Setting up the Matrix to be inverted

The matrix that may cause problems for us is \( \boldsymbol{X}^T\boldsymbol{X} \). Using the SVD we can rewrite this matrix as

$$ \boldsymbol{X}^T\boldsymbol{X}=\boldsymbol{V}\boldsymbol{\Sigma}^T\boldsymbol{U}^T\boldsymbol{U}\boldsymbol{\Sigma}\boldsymbol{V}^T, $$

and using the orthogonality of the matrix \( \boldsymbol{U} \) we have

$$ \boldsymbol{X}^T\boldsymbol{X}=\boldsymbol{V}\boldsymbol{\Sigma}^T\boldsymbol{\Sigma}\boldsymbol{V}^T. $$

We define \( \boldsymbol{\Sigma}^T\boldsymbol{\Sigma}=\tilde{\boldsymbol{\Sigma}}^2 \) which is a diagonal matrix containing only the singular values squared. It has dimensionality \( p \times p \).

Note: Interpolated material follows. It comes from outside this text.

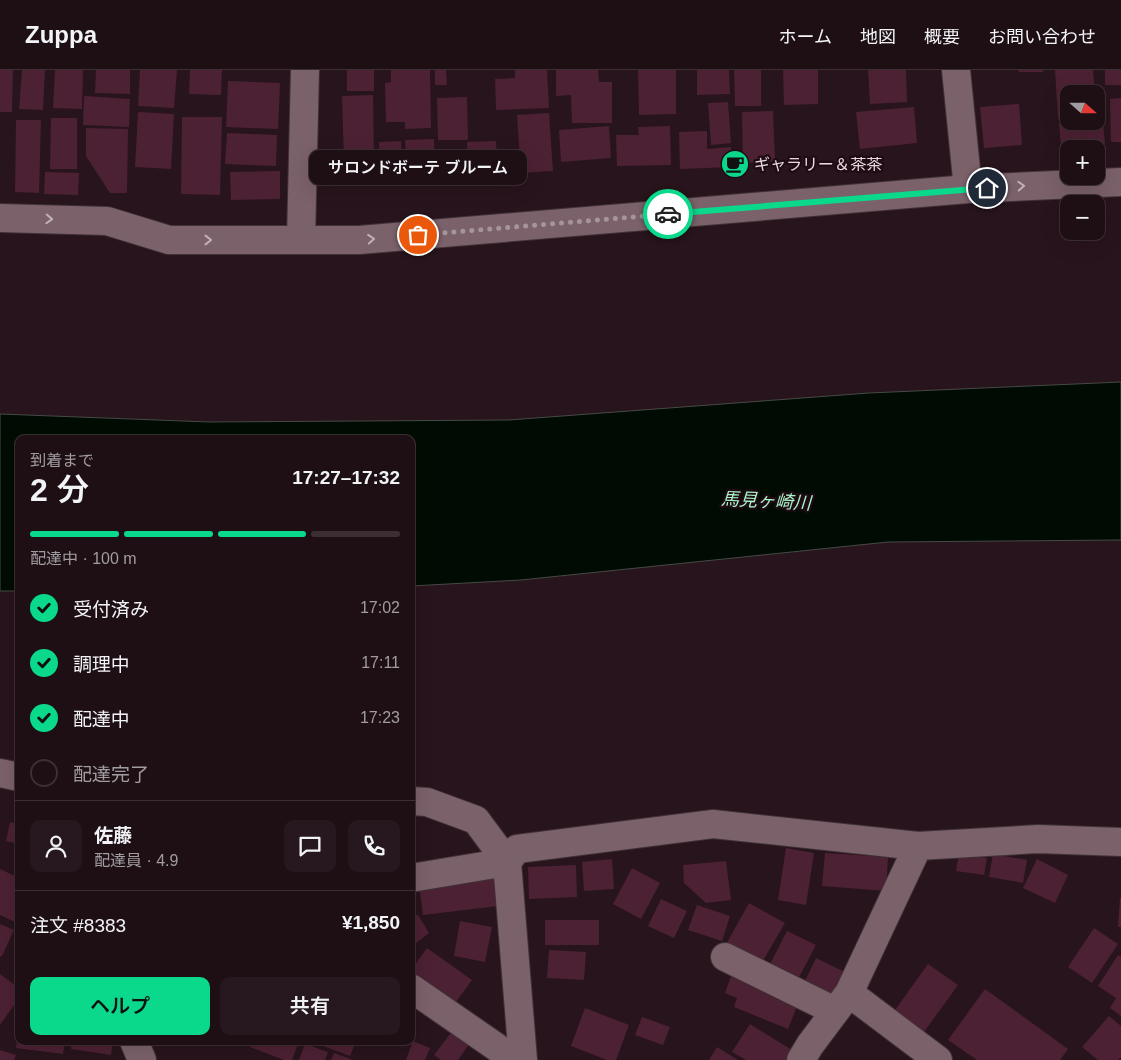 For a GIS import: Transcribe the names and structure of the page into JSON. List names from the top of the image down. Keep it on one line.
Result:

We can now insert the result for the matrix \( \boldsymbol{X}^T\boldsymbol{X} \) into our equation for ordinary least squares where

$$ \tilde{y}_{\mathrm{OLS}}=\boldsymbol{X}\left(\boldsymbol{X}^T\boldsymbol{X}\right)^{-1}\boldsymbol{X}^T\boldsymbol{y}, $$

and using our SVD decomposition of \( \boldsymbol{X} \) we have

$$ \tilde{y}_{\mathrm{OLS}}=\boldsymbol{U}\boldsymbol{\Sigma}\boldsymbol{V}^T\left(\boldsymbol{V}\tilde{\boldsymbol{\Sigma}}^{2}(\boldsymbol{V}^T\right)^{-1}\boldsymbol{V}\boldsymbol{\Sigma}^T\boldsymbol{U}^T\boldsymbol{y}, $$

which gives us, using the orthogonality of the matrix \( \boldsymbol{V} \),

$$ \tilde{y}_{\mathrm{OLS}}=\boldsymbol{U}\boldsymbol{U}^T\boldsymbol{y}=\sum_{i=0}^{p-1}\boldsymbol{u}_i\boldsymbol{u}^T_i\boldsymbol{y}, $$

It means that the ordinary least square model (with the optimal parameters) \( \boldsymbol{\tilde{y}} \), corresponds to an orthogonal transformation of the output (or target) vector \( \boldsymbol{y} \) by the vectors of the matrix \( \boldsymbol{U} \). Note that the summation ends at \( p-1 \), that is \( \boldsymbol{\tilde{y}}\ne \boldsymbol{y} \). We can thus not use the orthogonality relation for the matrix \( \boldsymbol{U} \). This can already be when we multiply the matrices \( \boldsymbol{\Sigma}^T\boldsymbol{U}^T \).